Robert Cray chronology
| Cookin' in Mobile (2010) | Nothin but Love (2012) | In My Soul (2014) |

= Nothin but Love =

Nothin but Love is the 16th studio album by the American blues guitarist Robert Cray. It was released on August 28, 2012, through Provogue Records. It was his first studio album since 2009's This Time. The album was released on CD and vinyl.

==Critical reception==

In AllMusic, Hal Horowitz said, "The differences in Robert Cray albums are subtle but noticeable to fans of the veteran soul-bluesman. He retains the same backing trio on this 2012 release as on 2009's studio disc, with the only major difference in personnel being the addition of noted roots producer Kevin Shirley... The description of how a wrecked marriage is revealed in the empty residence a couple left behind in 'Great Big Old House' is prime Cray, too, and a worthy successor to any of his other popular busted matrimony songs. Even if the guitarist has worked this terrain plenty of times before, he is still refining and even improving the template.
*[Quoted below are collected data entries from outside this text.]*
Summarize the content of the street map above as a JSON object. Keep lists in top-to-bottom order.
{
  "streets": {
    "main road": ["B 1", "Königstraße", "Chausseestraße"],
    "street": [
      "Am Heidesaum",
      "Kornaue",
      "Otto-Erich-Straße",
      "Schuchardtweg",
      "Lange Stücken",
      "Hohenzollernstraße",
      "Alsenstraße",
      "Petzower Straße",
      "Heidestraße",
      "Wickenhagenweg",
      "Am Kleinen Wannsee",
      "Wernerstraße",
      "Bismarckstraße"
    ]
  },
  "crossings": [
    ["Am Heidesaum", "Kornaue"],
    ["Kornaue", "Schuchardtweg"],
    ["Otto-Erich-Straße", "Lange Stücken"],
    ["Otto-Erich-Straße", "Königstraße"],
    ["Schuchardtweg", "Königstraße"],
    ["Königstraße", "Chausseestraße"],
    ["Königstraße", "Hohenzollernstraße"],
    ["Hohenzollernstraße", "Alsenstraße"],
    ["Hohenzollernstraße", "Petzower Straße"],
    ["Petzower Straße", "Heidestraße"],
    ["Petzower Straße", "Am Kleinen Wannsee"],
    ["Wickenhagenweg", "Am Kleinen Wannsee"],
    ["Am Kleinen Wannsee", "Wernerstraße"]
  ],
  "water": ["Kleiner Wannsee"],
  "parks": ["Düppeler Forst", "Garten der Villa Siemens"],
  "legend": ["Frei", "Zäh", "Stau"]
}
That makes this another quality entry in a catalog of albums over a three-decade-and-counting-year career that has remarkably few weak spots."

Professional ratings
Review scores
| Source | Rating |
| AllMusic | Star Half star |
| The New Yorker | (favorable) |
| The Observer | Star |

==Track listing==
1. "Won't Be Coming Home" (Richard Cousins, Hendrix Ackle)
2. "Worry" (Jim Pugh, Tony Braunagel)
3. "I'll Always Remember You" (Pugh)
4. "Side Dish" (Robert Cray)
5. "A Memo" (Cousins, Ackle)
6. "Blues Get Off My Shoulder" (Bobby Parker Jr.)
7. "Fix This" (Cray)
8. "I'm Done Cryin'" (Cray)
9. "Great Big Old House" (Cray)
10. "Sadder Days" (Cray)

==Limited Edition Deluxe Version==
11. "You Belong to Me" (Bonus Track) (Pee Wee King)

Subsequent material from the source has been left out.